INPUT:
□ □ □ □ □
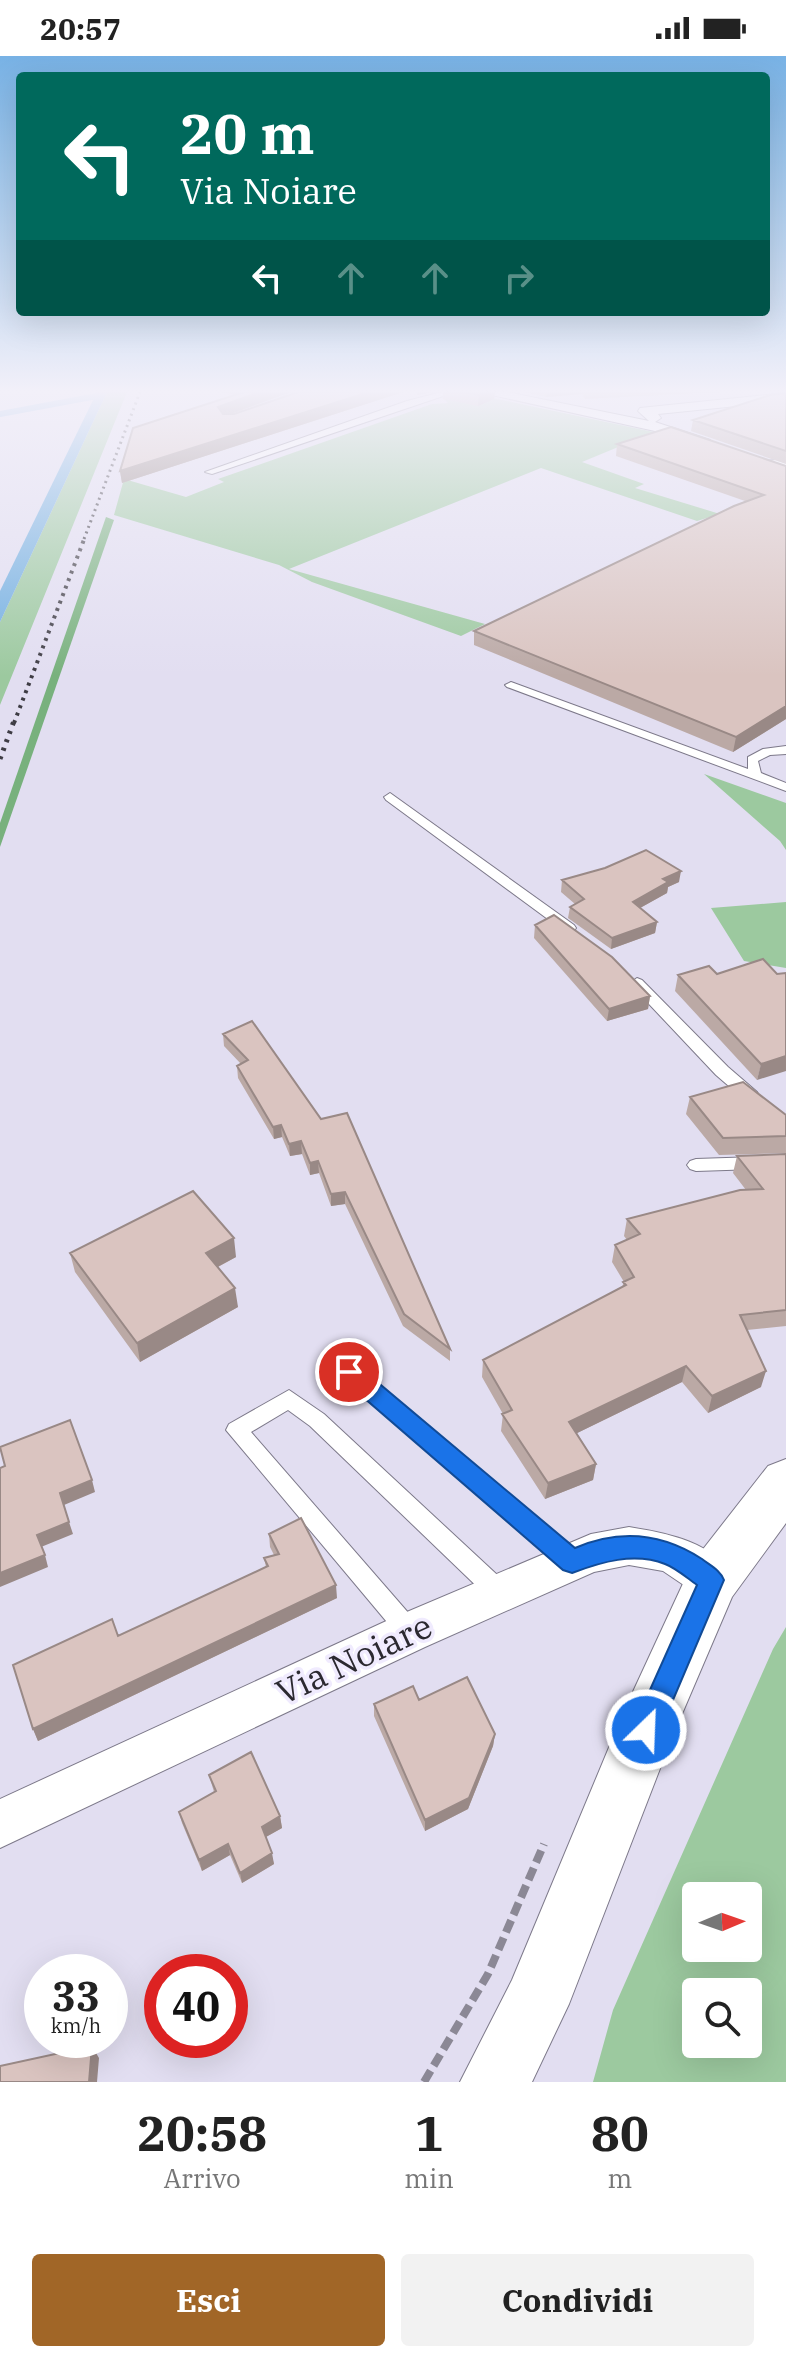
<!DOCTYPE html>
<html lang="it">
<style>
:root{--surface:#fff;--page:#f2f2f2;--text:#222;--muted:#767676;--accent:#a16627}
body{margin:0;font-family:"IBM Plex Serif",serif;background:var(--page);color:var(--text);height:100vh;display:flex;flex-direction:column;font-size:30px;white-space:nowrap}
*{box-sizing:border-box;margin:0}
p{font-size:26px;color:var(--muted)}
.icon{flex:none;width:44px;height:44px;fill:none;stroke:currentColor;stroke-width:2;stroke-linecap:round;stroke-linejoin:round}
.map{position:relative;height:2026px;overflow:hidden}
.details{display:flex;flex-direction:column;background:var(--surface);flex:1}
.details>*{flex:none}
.top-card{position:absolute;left:16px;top:16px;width:754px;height:244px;border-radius:8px;box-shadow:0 8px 32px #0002;background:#00695c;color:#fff;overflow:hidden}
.needle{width:52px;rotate:88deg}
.fabs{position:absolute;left:682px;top:1826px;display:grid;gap:16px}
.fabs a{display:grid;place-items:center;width:80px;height:80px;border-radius:8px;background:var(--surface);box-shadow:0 8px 32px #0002;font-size:40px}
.speed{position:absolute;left:24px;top:1898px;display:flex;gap:16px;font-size:40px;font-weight:700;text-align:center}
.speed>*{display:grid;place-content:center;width:104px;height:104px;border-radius:50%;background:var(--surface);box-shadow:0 8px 32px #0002;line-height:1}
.speed small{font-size:20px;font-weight:400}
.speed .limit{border:12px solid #d22;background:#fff;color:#111}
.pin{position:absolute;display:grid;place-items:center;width:68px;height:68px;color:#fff;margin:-34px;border:4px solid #fff;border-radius:50%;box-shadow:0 2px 8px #0007}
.me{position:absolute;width:88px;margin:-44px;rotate:24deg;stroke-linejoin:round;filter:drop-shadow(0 0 6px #0008)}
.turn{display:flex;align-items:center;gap:28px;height:168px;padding:0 32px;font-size:36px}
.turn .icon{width:104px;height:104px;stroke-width:2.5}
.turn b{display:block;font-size:56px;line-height:68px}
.lanes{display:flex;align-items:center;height:76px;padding:0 32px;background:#0003;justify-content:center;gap:40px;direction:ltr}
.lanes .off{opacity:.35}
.eta{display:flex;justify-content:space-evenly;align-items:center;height:136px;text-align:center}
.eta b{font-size:48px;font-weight:700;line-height:56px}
.button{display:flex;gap:16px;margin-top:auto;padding:16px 32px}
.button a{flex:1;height:92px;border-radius:8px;background:var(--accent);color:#fff;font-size:32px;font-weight:700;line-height:92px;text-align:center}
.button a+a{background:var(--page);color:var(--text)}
.status{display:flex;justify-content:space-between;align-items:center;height:56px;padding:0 40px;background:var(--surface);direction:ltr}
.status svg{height:22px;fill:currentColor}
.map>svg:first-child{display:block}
.green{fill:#9cc99f;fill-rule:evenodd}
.forest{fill:#78b17d}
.water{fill:#70aee0}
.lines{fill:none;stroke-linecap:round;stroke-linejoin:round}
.stream{stroke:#70aee0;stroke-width:6}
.service-casing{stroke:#7d798a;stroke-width:2}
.minor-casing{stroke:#7d798a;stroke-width:2}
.tertiary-casing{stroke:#7d798a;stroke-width:2}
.path{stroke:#8b8895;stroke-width:8;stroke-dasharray:13 6;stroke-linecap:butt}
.service{fill:#fff;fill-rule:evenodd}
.minor{fill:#fff;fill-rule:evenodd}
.tertiary{fill:#fff;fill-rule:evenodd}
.rail-far2{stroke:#3e3c44;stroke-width:3;stroke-dasharray:2 4;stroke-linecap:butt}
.rail-far1{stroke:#3e3c44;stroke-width:4;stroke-dasharray:3 5;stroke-linecap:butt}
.rail{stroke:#3e3c44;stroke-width:5;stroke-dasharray:3 6;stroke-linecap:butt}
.wall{fill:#bba9a5}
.shaded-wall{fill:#998986}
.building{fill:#dac4c0;stroke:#998986;stroke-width:2}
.route{fill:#1a73e8;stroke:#114b97;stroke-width:2}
.labels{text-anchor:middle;stroke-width:7;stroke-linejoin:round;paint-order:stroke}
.near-street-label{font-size:34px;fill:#2b2930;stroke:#f0ebfe}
</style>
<div class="status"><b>20:57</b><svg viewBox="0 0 49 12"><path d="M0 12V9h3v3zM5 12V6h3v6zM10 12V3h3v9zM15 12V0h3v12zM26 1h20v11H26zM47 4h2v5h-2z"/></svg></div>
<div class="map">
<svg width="786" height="2026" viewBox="0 0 786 2026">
<rect width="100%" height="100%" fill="#e2def1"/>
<path class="green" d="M107,336H127L0,649V566Z
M492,342L682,382L652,377L582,406L644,428L635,432L720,458L697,465L541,412L289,513L485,568L461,580L312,526L279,509L114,459L124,423L186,441L224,426L218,423L432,348L448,347L444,343Z
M704,718L786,747V794L780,785Z
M786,846V912L744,905L711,852Z
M786,1571V2026H593L613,1954L773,1593ZM696,1840H748V1892H696ZM696,1936H748V1988H696Z"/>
<path class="forest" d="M106,461L114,464L0,791V767Z"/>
<path class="water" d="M97,336H107L0,566V535Z"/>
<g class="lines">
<path class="stream" d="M0,358L97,340"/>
<defs>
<path id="service" d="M442,336H455L212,418L205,416L407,345Z
M511,626L748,713V701L763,693L786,690V698L770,699L758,705L761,717L786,727V735L507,631L505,629Z
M390,737L574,869L576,872L574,875H564L386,744L384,741Z
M637,922L642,924L728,1011L757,1036L759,1040L757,1044H745L716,1019L632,930L630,927Z
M786,1100V1112L696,1115L690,1113L687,1109L690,1105L696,1103Z
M349,1308L356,1310L580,1498L583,1505L580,1512L572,1515L564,1512L342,1322L339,1316L342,1310Z
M289,1334L324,1358L507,1528L510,1536L507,1544L499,1547L491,1544L310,1370L288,1354L251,1376L418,1568L422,1576L418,1584L410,1587L402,1584L226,1374L229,1368Z"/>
<path id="minor" d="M478,336H507L649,365L638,355L640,352L786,337V345L658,358L661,362L655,366L710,384L712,387L705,391L664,377Z
M786,403V413L766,415L758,410L766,405Z
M629,1471C666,1477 717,1486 733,1524L727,1538L712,1544L697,1538L663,1515L629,1509L594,1516L425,1591L0,1792V1743L395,1561L591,1478Z"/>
<path id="tertiary" d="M786,1403V1467L732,1541L673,1679L569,1948L532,2026H460L512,1924L625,1653L693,1506L768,1410Z"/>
</defs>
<use href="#service" class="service-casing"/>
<use href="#minor" class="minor-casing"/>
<use href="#tertiary" class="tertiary-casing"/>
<path class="path" d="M424,2026L488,1918L544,1788"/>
<use href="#service" class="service"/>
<use href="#minor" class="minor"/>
<use href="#tertiary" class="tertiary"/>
<path class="rail-far2" d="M84,483L140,336"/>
<path class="rail-far1" d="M14,667L85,481"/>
<path class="rail" d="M0,703L14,665"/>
</g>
<path class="wall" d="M221,336H291L232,358L298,336H403L122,427L120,415L236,339Z
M443,336H495L494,343L478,350L443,343Z
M524,336H720L585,343L582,338L546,341Z
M786,337V408L691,375L693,364Z
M617,388L786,410V663L733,696L474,589V575L745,445L616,400Z
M562,824L679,826L668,831L667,837L640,852L657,866L655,877L611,893L568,862L570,851L575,848L561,836Z
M535,869L650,940L648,953L607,965L534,882Z
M786,917L757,1024L675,935L678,919L777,918Z
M252,965L450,1293V1305L403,1270L345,1148L331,1150L319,1117L310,1119L302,1098L290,1100L282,1081L274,1083L238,1022L237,1010L241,1008L224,990L223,978Z
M690,1041L786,1059V1097L719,1099L686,1058Z
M786,1098V1270L747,1274L761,1331L708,1357L682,1326L577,1377L596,1408L593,1424L545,1443L501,1375L503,1358L482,1321L483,1304L622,1231L624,1226L612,1206L615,1189L627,1184L624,1180L627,1163L746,1134L733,1117L737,1100Z
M70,1197L236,1201L218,1211L238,1251L140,1306L75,1216Z
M269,1478L337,1542L38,1685L33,1673L118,1580L266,1511L264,1502L274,1499L270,1491Z
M419,1644L495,1678L493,1690L468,1753L425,1775L374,1660V1648Z
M209,1719L280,1760L282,1772L266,1781L274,1808L242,1827L230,1799L202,1815L182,1767L179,1756L214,1736Z"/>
<path class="shaded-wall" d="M260,336H291L219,362L218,351Z
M369,336H403L122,427L120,415Z
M417,336H435L417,339Z
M485,336H495L494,343L478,350L479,339Z
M547,336H582V338L546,341Z
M786,650V663L733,696L736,681Z
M681,815L679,826L668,831L667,837L631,857L633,846L663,823Z
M657,866L655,877L611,893L612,882Z
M650,940L648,953L607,965L609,953Z
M786,1000V1015L757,1024L761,1008Z
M281,1069L282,1081L274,1083L273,1071Z
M301,1085L302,1098L290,1100L289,1088Z
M318,1105L319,1117L310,1119V1107Z
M345,1136V1148L331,1150V1138Z
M234,1182L236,1201L208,1216L206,1197Z
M235,1232L238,1251L140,1306L137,1287Z
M686,1310L682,1326L567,1382L569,1366Z
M766,1315L761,1331L708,1357L712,1340Z
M596,1408L593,1424L545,1443L548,1427Z
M92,1424L95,1436L64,1449L60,1437Z
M69,1466L73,1478L41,1491L37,1479Z
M45,1499L48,1511L0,1531V1517Z
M336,1529L337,1542L38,1685L33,1673Z
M495,1678L493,1690L468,1753L425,1775V1764Z
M280,1760L282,1772L264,1782L262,1771Z
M228,1788L230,1799L202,1815L199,1804Z
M272,1797L274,1808L242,1827L240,1817Z
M92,1990L99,2002L97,2026H89Z"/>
<path class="building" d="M244,336H260L218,351L223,358H234L298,336H369L120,415L133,372Z
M464,336H485L479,339Z
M786,337V395L693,364L770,339Z
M671,371L786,410V650L736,681L474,575L734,450L764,439L617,388Z
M646,794L681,815L663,823L668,826L633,846L657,866L612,882L570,851L584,843L562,824L605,812Z
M554,859L612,901L650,940L609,953L535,869Z
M763,903L777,918L786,917V1000L761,1008L678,919L709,910L717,918Z
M252,965L321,1063L347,1057L450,1293L404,1258L345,1136L331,1138L318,1105L310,1107L301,1085L289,1088L281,1069L273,1071L237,1010L248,1004L223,978Z
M743,1026L786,1059V1080L723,1082L690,1041Z
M786,1098V1254L740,1259L766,1315L712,1340L686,1310L569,1366L596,1408L548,1427L502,1358L512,1354L483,1304L626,1229L623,1226L634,1221L615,1189L640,1178L627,1163L740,1134L763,1133L737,1100Z
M193,1135L234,1182L206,1197L235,1232L137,1287L70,1197Z
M70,1364L92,1424L60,1437L69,1466L37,1479L45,1499L0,1517V1412L5,1410L0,1391Z
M301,1462L336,1529L33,1673L13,1609L112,1563L118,1580L268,1510L264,1502L279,1498L269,1478Z
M467,1621L495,1678L469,1742L425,1764L374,1648L413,1630L419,1644Z
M251,1696L280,1760L262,1771L272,1797L240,1817L228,1788L199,1804L179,1756L216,1735L209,1719Z
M92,1990L89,2026H0V2010Z"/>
<linearGradient id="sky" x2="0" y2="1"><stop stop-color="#78b2e5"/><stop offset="0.54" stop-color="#f2f0f9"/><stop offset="1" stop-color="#f2f0f9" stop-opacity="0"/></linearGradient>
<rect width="786" height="620" fill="url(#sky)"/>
<path class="route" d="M349,1306L357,1309L575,1492C619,1473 662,1477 702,1503C711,1510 720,1514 724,1524L656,1684L646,1688L637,1684L632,1674L697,1529C687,1522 676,1512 665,1508C634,1496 601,1506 572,1517L563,1514L341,1322L337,1316L341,1309Z"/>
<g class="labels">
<g class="near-street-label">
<text transform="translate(354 1603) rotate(-25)" y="12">Via Noiare</text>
</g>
</g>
</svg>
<div class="fabs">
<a><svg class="needle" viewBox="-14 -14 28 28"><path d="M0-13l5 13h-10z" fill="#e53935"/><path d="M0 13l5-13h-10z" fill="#767676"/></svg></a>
<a><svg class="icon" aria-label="search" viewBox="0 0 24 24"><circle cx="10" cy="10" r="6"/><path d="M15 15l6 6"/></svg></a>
</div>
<div class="speed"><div>33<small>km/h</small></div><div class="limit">40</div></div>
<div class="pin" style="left:349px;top:1316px;background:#d93025"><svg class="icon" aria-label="arrive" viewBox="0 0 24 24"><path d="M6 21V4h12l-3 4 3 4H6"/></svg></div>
<svg class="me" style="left:646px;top:1674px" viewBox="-20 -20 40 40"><circle r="17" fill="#1a73e8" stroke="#fff" stroke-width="3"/><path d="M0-11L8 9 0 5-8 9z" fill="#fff"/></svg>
<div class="top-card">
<div class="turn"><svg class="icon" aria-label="left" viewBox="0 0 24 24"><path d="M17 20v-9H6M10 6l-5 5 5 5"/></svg><div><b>20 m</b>Via Noiare</div></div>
<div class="lanes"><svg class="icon" aria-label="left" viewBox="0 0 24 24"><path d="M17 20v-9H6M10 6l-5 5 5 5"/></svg><svg class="icon off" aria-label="ahead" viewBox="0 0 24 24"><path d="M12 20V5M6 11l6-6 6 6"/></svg><svg class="icon off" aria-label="ahead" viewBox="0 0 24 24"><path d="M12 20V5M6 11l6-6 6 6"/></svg><svg class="icon off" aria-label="right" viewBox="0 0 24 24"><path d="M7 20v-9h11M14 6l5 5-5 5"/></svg></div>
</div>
</div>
<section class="details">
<div class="eta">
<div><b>20:58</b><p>Arrivo</p></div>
<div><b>1</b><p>min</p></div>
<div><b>80</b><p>m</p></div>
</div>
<div class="button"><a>Esci</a><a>Condividi</a></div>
</section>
□ □ □ □ □
WORK INSTRUCTION:
Find the string "small" in the entries above and return each line that holds it.

RESPONSE TO THE EXERCISE:
.speed small{font-size:20px;font-weight:400}
<div class="speed"><div>33<small>km/h</small></div><div class="limit">40</div></div>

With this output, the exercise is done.